Myreader.co.uk  
uk news, chat and community
   home   |   control panel login   |   archive   |  
 
net
net
news.announce
news.config
news.management
news.moderation
providers
providers.aaisp
web.authoring
  
 
date: Thu, 02 Jul 2009 09:35:02 +0100,    group: uk.net.providers.aaisp        back       
[Status] [info] 21CN what is the problem?   
Posted at 2009-07-02 09:21 BST by AAISP

It is worth explaining the problem as I am sure there are many that
want to know.

In summary - one tricky problem which has hit us again and we have a
work around for, one simpler problem we havd definitely fixed.

We have deployed new L2TP LNS code. The reasons for this are various,
and it has been planned for a while. The main drive is to allow us to
add a lot of new features, but there were some issues with BT over the
last month and we wanted to be able to sort those. The new code allowed
various work arounds and additional diagnostics.

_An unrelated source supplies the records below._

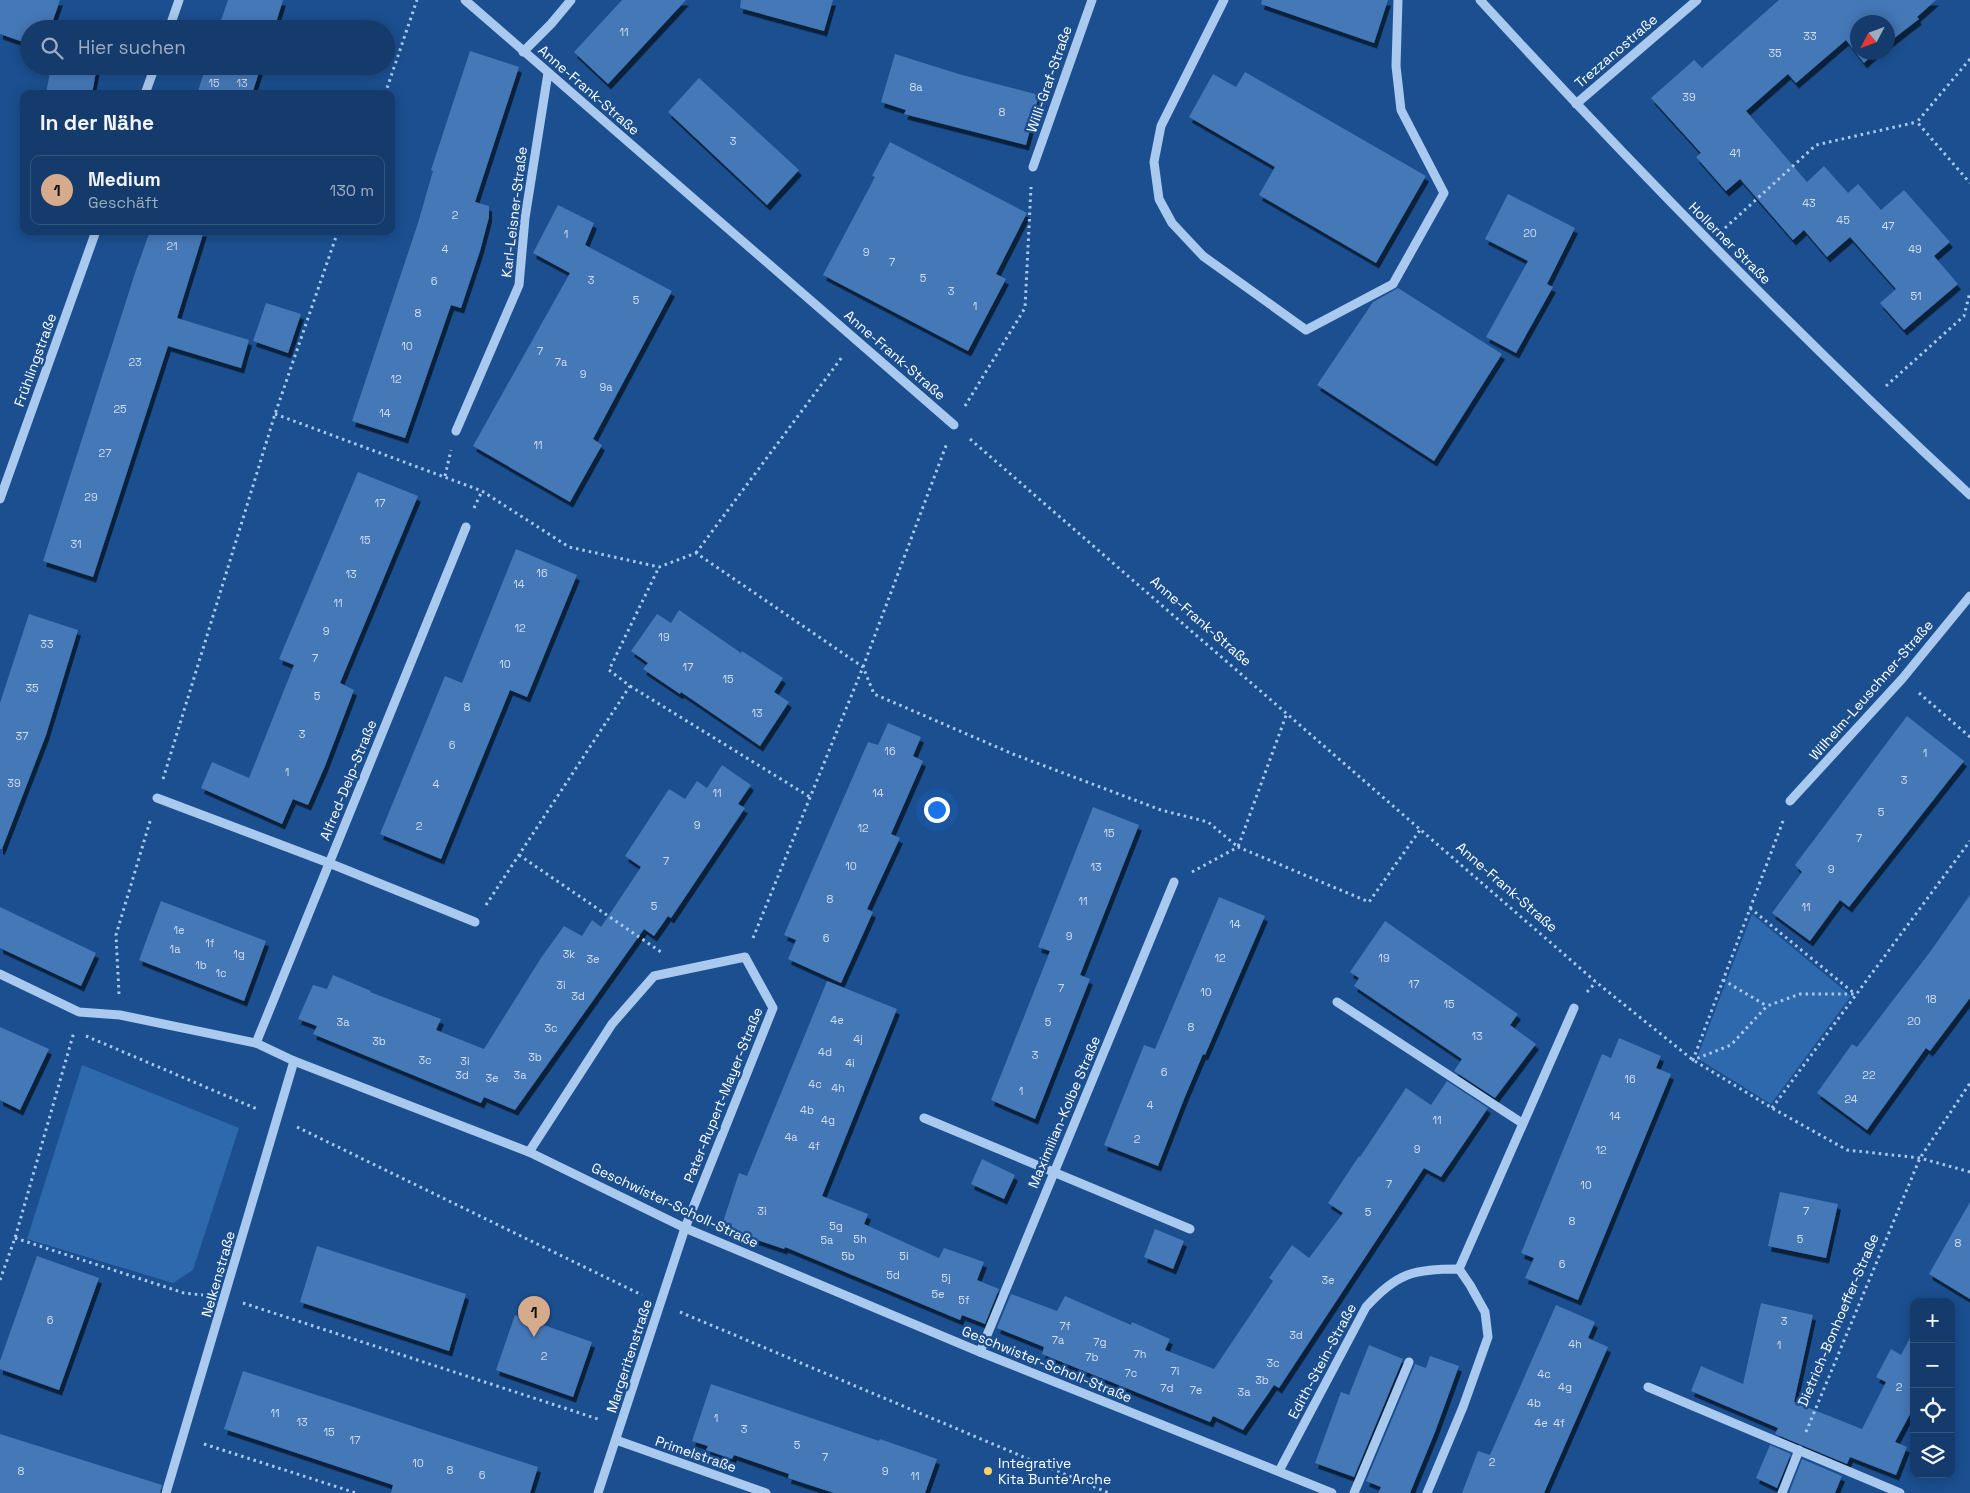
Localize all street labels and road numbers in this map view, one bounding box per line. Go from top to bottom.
street label: Trezzanostraße [1571,10,1661,92]
street label: Willi-Graf-Straße [1022,23,1076,135]
street label: Anne-Frank-Straße [535,41,643,139]
street label: Karl-Leisner-Straße [497,146,531,278]
street label: Hollerner Straße [1685,198,1775,288]
street label: Anne-Frank-Straße [841,306,949,404]
street label: Frühlingstraße [10,311,60,409]
street label: Anne-Frank-Straße [1147,572,1255,670]
street label: Wilhelm-Leuschner-Straße [1805,616,1937,764]
street label: Alfred-Delp-Straße [316,717,380,843]
street label: Anne-Frank-Straße [1453,838,1561,936]
street label: Pater-Rupert-Mayer-Straße [680,1005,766,1185]
street label: Maximilian-Kolbe Straße [1024,1033,1104,1191]
street label: Geschwister-Scholl-Straße [589,1158,761,1252]
street label: Nelkenstraße [197,1229,239,1319]
street label: Dietrich-Bonhoeffer-Straße [1793,1231,1883,1409]
street label: Margeritenstraße [602,1297,656,1415]
street label: Edith-Stein-Straße [1284,1300,1360,1422]
street label: Geschwister-Scholl-Straße [959,1322,1135,1406]
street label: Primelstraße [653,1432,739,1476]

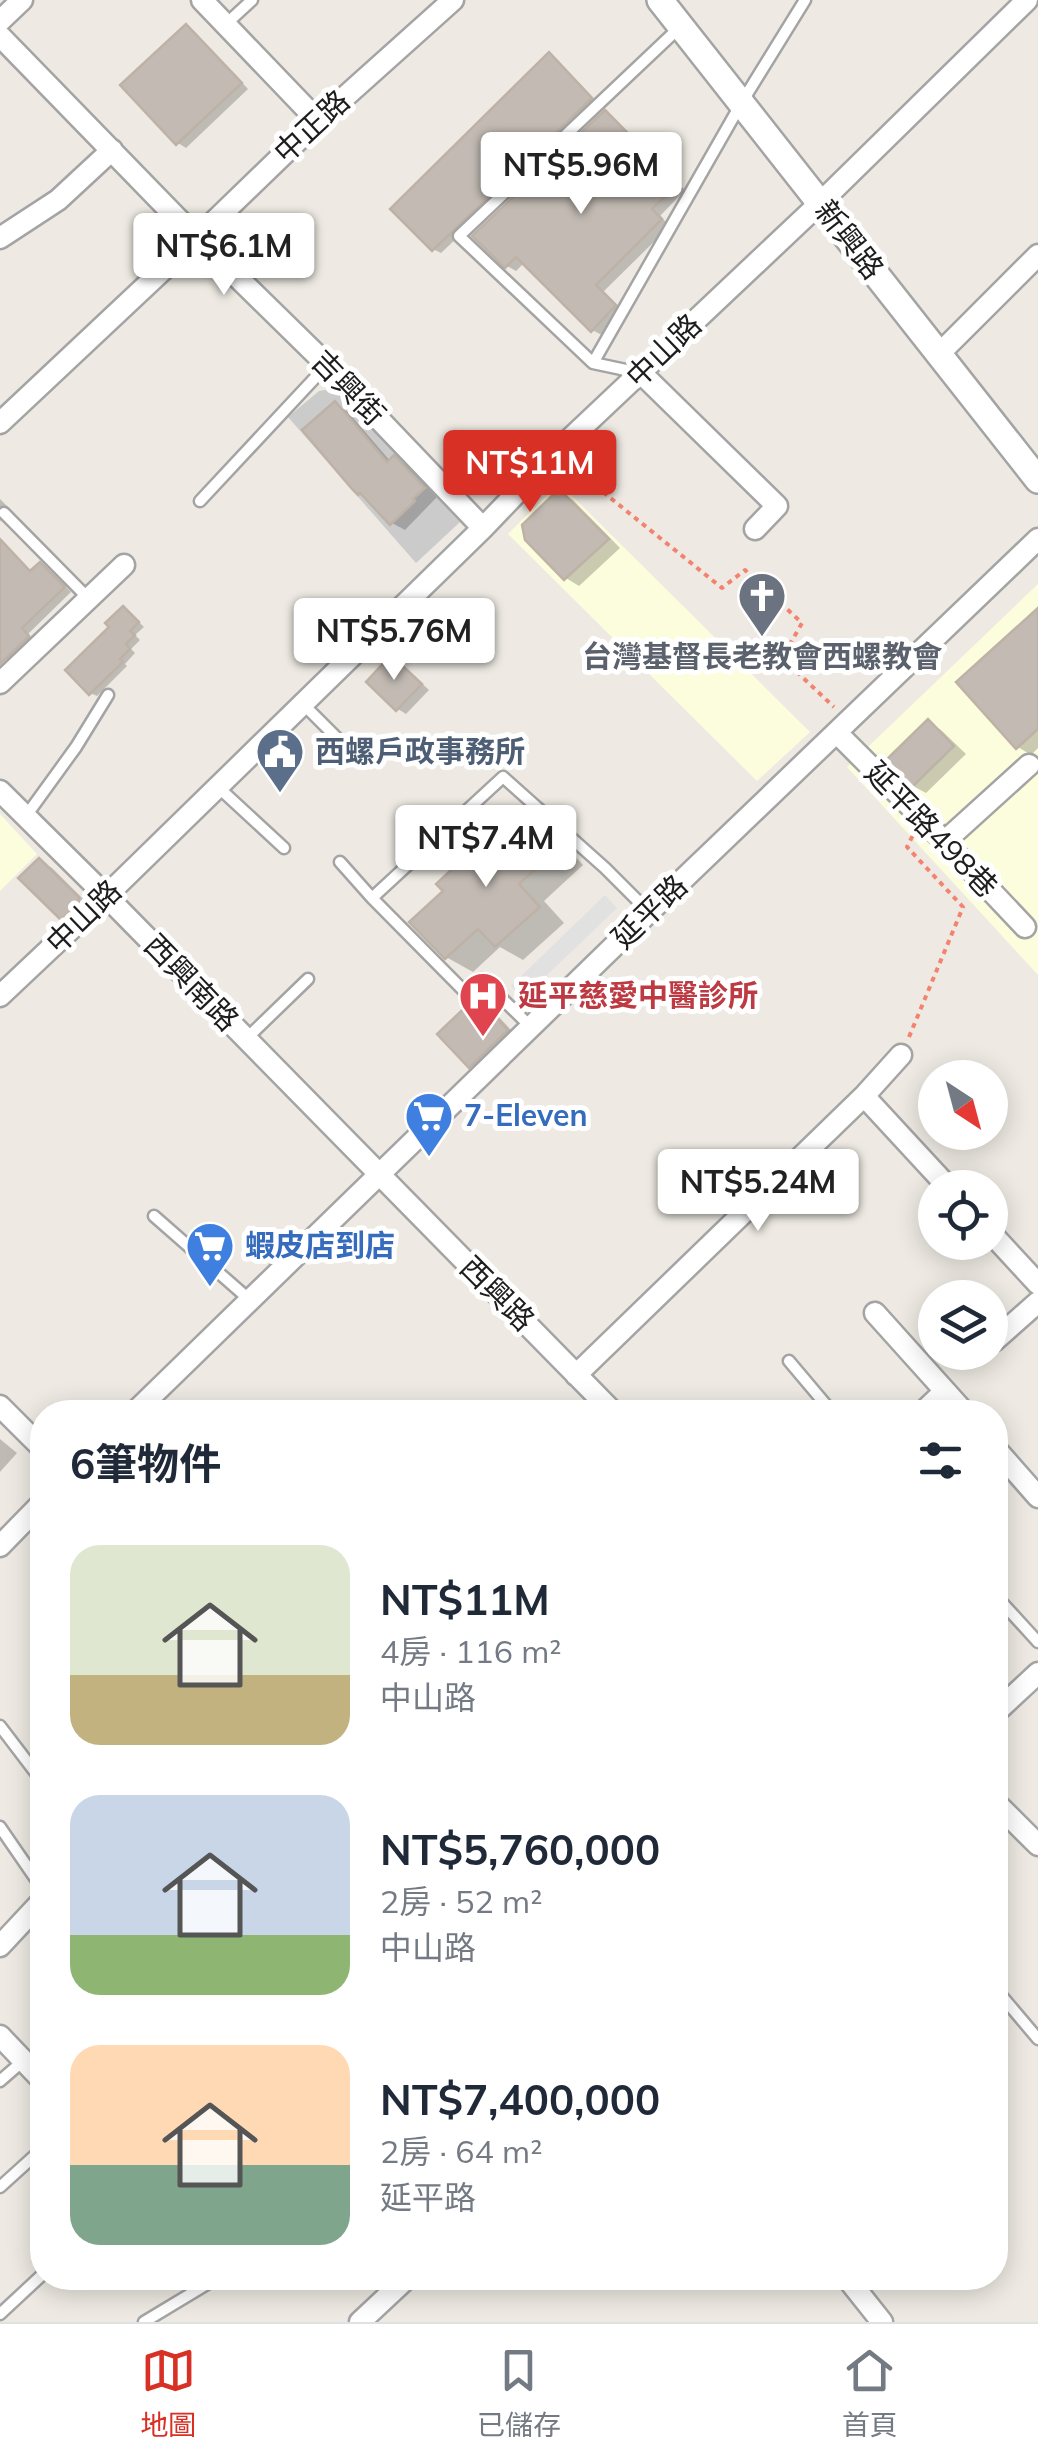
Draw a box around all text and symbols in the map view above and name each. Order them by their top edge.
street label: 中正路 [265,82,357,171]
pin: NT$5.96M [478,132,684,217]
text: NT$5.96M [503,144,659,184]
street label: 新興路 [807,192,892,287]
pin: NT$6.1M [132,213,316,298]
text: NT$6.1M [155,225,293,265]
street label: 中山路 [618,305,709,395]
street label: 吉興街 [304,342,394,433]
pin: NT$11M [449,430,611,515]
text: NT$11M [465,442,595,482]
church icon: 台灣基督長老教會西螺教會 [736,570,788,638]
pin: NT$5.76M [291,598,497,683]
text: NT$5.76M [316,610,472,650]
place label: 台灣基督長老教會西螺教會 [582,637,943,675]
public building icon: 西螺戶政事務所 [254,726,306,794]
place label: 西螺戶政事務所 [315,732,525,770]
street label: 延平路498巷 [858,754,1006,905]
pin: NT$7.4M [394,805,578,890]
text: NT$7.4M [417,817,555,857]
street label: 延平路 [604,866,695,956]
street label: 中山路 [38,871,129,961]
street label: 西興南路 [136,926,247,1039]
hospital icon: 延平慈愛中醫診所 [457,970,509,1038]
place label: 延平慈愛中醫診所 [518,976,758,1014]
north arrow [918,1060,1008,1150]
map controls [918,1060,1008,1370]
supermarket icon: 7-Eleven [403,1090,455,1158]
place label: 7-Eleven [464,1096,588,1134]
pin: NT$5.24M [655,1149,861,1234]
text: NT$5.24M [680,1161,836,1201]
button: locate [918,1170,1008,1260]
supermarket icon: 蝦皮店到店 [184,1220,236,1288]
place label: 蝦皮店到店 [245,1226,395,1264]
street label: 西興路 [452,1248,543,1339]
button: layers [918,1280,1008,1370]
icon: filters [913,1433,968,1488]
text: 6筆物件 [70,1437,221,1490]
text: NT$11M [380,1573,550,1626]
icon: home [150,1585,270,1705]
text: 4房 · 116 m² [380,1631,562,1671]
text: 中山路 [380,1677,476,1717]
text: NT$5,760,000 [380,1823,660,1876]
icon: home [150,1835,270,1955]
text: 2房 · 52 m² [380,1881,542,1921]
text: 中山路 [380,1927,476,1967]
text: NT$7,400,000 [380,2073,660,2126]
icon: home [150,2085,270,2205]
text: 2房 · 64 m² [380,2131,542,2171]
text: 延平路 [380,2177,476,2217]
tab: 地圖 [140,2343,196,2443]
tab: 已儲存 [477,2343,561,2443]
tab: 首頁 [842,2343,898,2443]

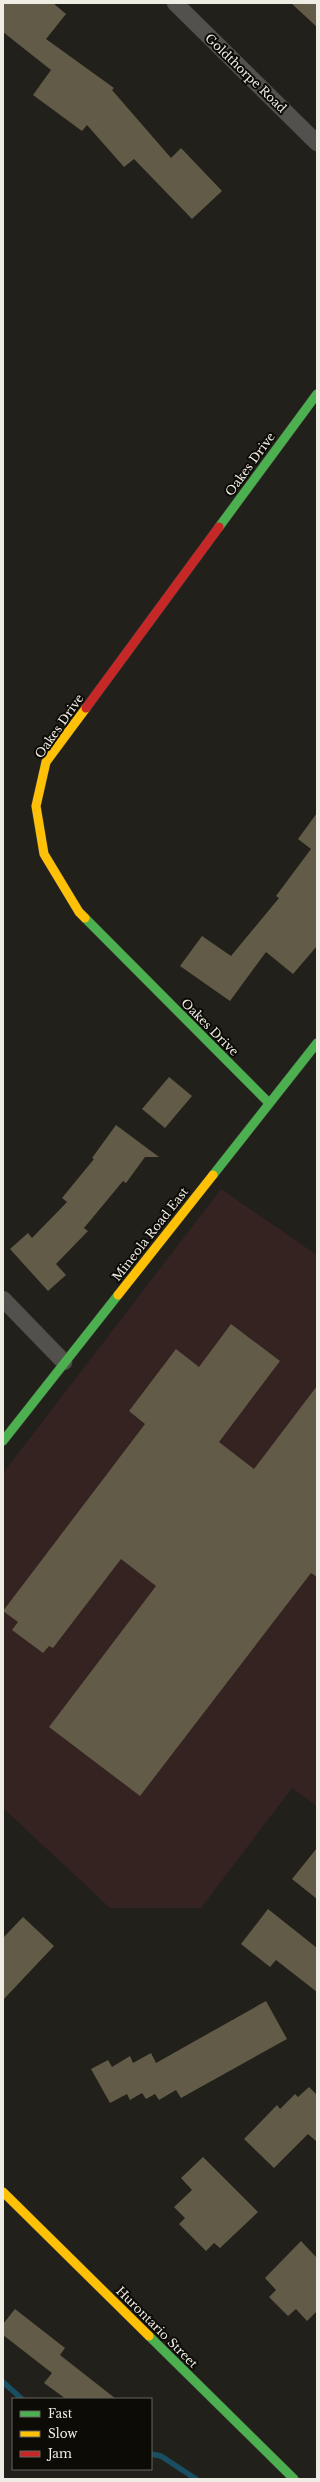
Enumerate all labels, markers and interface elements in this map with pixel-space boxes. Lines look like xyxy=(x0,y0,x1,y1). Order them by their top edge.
street label: Goldthorpe Road xyxy=(202,30,290,116)
street label: Oakes Drive xyxy=(222,429,278,499)
street label: Oakes Drive xyxy=(31,691,87,761)
street label: Oakes Drive xyxy=(178,995,242,1059)
street label: Mineola Road East xyxy=(109,1184,192,1284)
street label: Hurontario Street xyxy=(113,2283,201,2371)
legend xyxy=(12,2398,152,2470)
text: Fast xyxy=(48,2406,73,2421)
text: Slow xyxy=(48,2426,78,2441)
text: Jam xyxy=(46,2446,72,2461)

The new code has had two main issues.

1. Attack management.

Basically, with almost any system, it is possible to overload it with
enough packets, especially small packets. The system is designed to
handle this, but the system was not quite right, and so this caused
watchdog errors. The front end handling has been put in place quickly
and that initial problem was solved.

However, this moved the problem on - the front end could handle the
packets but specific types of packets are handled by the control
processor. Again, storms of packets coming in way too fast for it. We
have systems in place to limit traffic but there was a small window
where certain packets at just the right rate caused a watchdog error.
Faster or slower or bigger packets and it would not - it was packets at
just the wrong rate. The initial step was a very crude limit to stop
this. It was not elegant but worked.

We since have put in a more elegant way of handling this, and we have
today discovered it may be more elegant but it does not work. For now
the crude limit is being reinstated.

What are these attacks though? Well, we have found out. They are not
actually attacks at all. They are some sort of storm on the LAN.
Thousands of small ICMPv6 packets bouncing around between switches in a
fraction of a second. Sometimes. Not all the time. It is clearly a
switch being stupid. We are planning to replace all of the switches
involved over the next few weeks as this is clearly unacceptable, even
if it has highlighted an issue.

This is why it has been impossible to reproduce the specific problem on
the bench.

2. Monday's issue...

On Monday lunchtime we had both LNS's crash repeatably. Thankfully this
too was something we managed to track down. It was a simple matter of
customers accesisng the graphs produced by the LNS from a LAN with a
very large MTU. Yesterday, having set my desktop machine to a large MTU
and not set it back I inadvertantly tested that this was indeed the
cause of the problem. The fix was simple and has been deployed.

What now?

Well, the management of these packet storms did not work correctly, and
so we are issuing a 1GB peak time topup on all of the 21CN logins
today. I really hope this will be the last.

We will be running newer LNS code on the other LNS, probably later
today, and moving people over to it. This will the cruder fix for this
issue in place. We'll go back to the drawing board and work out how to
fix it properly for a later deployment. We'll see if there is any way
we can reproduce the cause on the bench as well.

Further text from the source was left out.